Kinetics of tumor cell kill and relation to PET. Line A represents brisk tumor response that would produce cure after only 4 cycles of chemotherapy. Line B represents minimum rate of tumor cell kill that will lead to cure in 6 cycles of treatment. Both lines would be associated with negative PET scan after 2 cycles of chemotherapy. In contrast, line C represents rate of tumor cell kill that would be associated with negative PET scan after 4–6 cycles but would not produce cure. Importantly, PET scan for line C would likely be positive after 3 cycles (27).

FIGURE 2

Number of papers that included use of tumor ROIs, as function of year of publication.

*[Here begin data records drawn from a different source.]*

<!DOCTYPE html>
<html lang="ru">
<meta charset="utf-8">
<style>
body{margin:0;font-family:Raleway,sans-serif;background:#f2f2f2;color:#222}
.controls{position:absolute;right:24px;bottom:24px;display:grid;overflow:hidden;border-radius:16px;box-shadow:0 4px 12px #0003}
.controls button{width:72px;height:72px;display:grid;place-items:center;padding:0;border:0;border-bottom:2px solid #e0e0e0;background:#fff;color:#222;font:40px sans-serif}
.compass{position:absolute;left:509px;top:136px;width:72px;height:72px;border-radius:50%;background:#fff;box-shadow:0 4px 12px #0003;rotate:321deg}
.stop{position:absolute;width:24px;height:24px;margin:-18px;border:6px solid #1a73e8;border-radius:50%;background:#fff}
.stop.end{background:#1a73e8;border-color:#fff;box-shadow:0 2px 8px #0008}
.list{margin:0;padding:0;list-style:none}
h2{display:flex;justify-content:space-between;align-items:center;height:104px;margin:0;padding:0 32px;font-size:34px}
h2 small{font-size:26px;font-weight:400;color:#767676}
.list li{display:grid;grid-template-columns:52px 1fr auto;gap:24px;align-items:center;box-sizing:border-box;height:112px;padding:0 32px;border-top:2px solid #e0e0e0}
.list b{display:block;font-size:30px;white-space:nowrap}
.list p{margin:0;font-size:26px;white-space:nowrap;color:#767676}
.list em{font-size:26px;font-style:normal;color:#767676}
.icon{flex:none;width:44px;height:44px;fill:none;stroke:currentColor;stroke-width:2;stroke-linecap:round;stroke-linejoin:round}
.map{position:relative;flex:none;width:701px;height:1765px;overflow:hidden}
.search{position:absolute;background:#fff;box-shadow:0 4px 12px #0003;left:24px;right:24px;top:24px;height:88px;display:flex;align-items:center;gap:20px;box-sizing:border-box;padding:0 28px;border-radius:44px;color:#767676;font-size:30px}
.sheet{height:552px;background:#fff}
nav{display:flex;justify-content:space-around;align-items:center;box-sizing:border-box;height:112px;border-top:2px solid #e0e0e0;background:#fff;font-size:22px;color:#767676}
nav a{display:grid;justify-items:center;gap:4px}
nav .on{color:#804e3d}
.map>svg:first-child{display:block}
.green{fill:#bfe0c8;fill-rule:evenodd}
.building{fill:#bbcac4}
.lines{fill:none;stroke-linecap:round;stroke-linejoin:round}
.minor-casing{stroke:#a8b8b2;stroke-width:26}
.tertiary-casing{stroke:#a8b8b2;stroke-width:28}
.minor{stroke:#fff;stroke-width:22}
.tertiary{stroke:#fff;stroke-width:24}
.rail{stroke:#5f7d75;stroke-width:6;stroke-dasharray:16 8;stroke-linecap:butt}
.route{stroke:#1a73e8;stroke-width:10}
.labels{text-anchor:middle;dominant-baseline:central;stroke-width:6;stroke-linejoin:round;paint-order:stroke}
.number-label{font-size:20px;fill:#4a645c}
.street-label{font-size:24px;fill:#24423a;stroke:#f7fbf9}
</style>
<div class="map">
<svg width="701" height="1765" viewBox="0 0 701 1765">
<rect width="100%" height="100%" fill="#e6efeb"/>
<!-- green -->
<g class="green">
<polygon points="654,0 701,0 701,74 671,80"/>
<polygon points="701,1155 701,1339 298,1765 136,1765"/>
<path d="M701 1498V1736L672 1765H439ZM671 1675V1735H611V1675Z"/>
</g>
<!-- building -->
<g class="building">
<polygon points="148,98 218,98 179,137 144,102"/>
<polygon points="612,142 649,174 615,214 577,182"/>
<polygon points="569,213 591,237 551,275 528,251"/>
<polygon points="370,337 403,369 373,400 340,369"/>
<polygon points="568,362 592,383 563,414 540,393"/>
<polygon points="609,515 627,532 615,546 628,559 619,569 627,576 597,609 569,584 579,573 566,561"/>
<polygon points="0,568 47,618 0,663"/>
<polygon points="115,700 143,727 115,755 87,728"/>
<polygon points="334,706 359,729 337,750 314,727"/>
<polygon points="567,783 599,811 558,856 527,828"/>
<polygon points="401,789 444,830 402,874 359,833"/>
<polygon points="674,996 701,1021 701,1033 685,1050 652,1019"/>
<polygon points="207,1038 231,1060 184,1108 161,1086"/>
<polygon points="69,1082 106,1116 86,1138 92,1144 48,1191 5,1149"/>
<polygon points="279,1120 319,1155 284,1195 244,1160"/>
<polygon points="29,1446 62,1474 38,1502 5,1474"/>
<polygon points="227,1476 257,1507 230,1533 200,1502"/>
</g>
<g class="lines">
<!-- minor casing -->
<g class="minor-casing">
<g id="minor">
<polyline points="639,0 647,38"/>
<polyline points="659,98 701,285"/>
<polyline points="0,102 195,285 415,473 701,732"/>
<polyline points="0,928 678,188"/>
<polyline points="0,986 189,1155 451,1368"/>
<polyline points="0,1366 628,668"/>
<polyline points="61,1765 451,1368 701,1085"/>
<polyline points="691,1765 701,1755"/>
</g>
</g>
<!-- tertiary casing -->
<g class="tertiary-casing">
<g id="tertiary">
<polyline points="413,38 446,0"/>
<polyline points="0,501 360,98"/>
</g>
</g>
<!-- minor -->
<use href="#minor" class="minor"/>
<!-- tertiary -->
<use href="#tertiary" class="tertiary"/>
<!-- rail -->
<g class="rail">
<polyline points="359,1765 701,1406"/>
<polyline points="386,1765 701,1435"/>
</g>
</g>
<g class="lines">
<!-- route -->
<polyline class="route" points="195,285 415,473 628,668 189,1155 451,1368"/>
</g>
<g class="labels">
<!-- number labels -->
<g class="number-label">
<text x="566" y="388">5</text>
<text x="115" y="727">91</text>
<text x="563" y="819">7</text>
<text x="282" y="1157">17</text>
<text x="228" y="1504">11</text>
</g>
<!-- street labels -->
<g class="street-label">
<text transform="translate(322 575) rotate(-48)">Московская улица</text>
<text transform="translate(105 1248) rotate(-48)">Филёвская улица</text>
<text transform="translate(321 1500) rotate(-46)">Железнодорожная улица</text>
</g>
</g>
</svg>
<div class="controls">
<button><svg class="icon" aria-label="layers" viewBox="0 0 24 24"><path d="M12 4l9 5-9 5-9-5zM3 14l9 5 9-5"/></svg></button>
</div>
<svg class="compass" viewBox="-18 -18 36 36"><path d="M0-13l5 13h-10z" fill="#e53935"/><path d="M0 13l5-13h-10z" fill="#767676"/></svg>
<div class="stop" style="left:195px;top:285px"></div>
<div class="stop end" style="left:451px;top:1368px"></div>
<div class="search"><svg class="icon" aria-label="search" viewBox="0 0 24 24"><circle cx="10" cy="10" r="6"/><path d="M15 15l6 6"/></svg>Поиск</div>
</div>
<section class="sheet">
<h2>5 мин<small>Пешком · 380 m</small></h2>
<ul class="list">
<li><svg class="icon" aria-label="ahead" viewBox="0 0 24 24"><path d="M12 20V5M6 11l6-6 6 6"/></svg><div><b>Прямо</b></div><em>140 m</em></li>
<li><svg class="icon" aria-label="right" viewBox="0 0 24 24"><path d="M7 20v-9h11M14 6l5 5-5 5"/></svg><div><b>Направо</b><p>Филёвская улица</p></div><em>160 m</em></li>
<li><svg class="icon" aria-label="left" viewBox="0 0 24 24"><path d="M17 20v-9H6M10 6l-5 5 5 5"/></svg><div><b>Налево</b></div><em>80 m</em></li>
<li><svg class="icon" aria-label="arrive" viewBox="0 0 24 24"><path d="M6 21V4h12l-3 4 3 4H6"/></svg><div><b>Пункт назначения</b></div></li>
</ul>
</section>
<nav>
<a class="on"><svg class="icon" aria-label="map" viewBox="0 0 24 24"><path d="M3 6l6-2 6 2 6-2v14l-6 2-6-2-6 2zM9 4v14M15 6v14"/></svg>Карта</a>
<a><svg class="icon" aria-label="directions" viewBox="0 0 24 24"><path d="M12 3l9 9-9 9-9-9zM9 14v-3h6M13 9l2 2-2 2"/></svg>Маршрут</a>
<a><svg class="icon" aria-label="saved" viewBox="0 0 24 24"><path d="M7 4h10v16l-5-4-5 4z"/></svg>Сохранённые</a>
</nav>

Papers were identified by Medline search that queried for FDG AND SUV OR “standard uptake value” OR “standardized uptake value” OR “standardised uptake value”). Only human 18F-FDG oncology studies were included. ROI max refers to maximal pixel in tumor. ROI peak refers to small (typically 15 × 15 mm) fixed-size ROI centered on most metabolically active part of tumor. ROI isocontour refers to irregular ROI defined by isocontour set at, for example, some percentage of maximal pixel. ROI manual refers to manually drawn ROI. Only a subset of these papers describes response assessment studies.

FIGURE 3

Example calculation of liver background for normalization of SUL. Images are displayed from Advantage Workstation (GE Healthcare). A 3-cm-diameter 3-dimensional ROI (ROI 1) is placed on normal inferior right lobe of liver (arrowhead). Average SUL and SD in ROI are displayed (arrows). Liver background is calculated as follows: (1.5 × average SUL liver) + (2 × SD average SUL liver). For this example, (1.5 × 1.4) + (2 × 0.2) = 2.5. Therefore, tumor SUL peak should be >2.5 in order to apply PERCIST criteria for this example.

FIGURE 4

PET/CT images obtained before (1) and after (2) treatment of pancreatic carcinoma with experimental therapy targeting mammalian target of rapamycin. Note profound decline in SUL (∼41%) despite stable pancreatic mass anatomically (arrows). This decline represents metabolic partial response by PERCIST (41% decline in marker lesion at 2 wk after therapy). Not all metabolic PMRs are clinically relevant; relevance will depend on the specific treatment.

FIGURE 5

PET/CT image obtained before (1) and after (2) treatment of pancreatic carcinoma with experimental therapy targeting mammalian target of rapamycin. Glycolysis and apparent necrosis are profoundly reduced in intensely 18F-FDG–avid liver metastases. Although a reduction of more than 50% in SUL peak would suggest partial metabolic response, new lesion indicative of progressive metabolic disease is evident in left retroperitoneum (arrow).

FIGURE 6

(A) Patient with extensive non-Hodgkin lymphoma before treatment. Tumor with most intense 18F-FDG activity is in abdomen. Transverse images of easily measurable right axillary lymph node on CT are shown for convenience. (B) Commercial software tool (PET Volume Computed Assisted Reading; GE Healthcare) was used to localize foci of 18F-FDG uptake greater than mean liver SUL + 2 SDs of normal liver background (red). Manual intervention is required to separate normal 18F-FDG–avid foci, including brain, heart, and excreted urine, from relevant tumor. This semiautomated segmentation can be used to estimate total lesion glycolysis.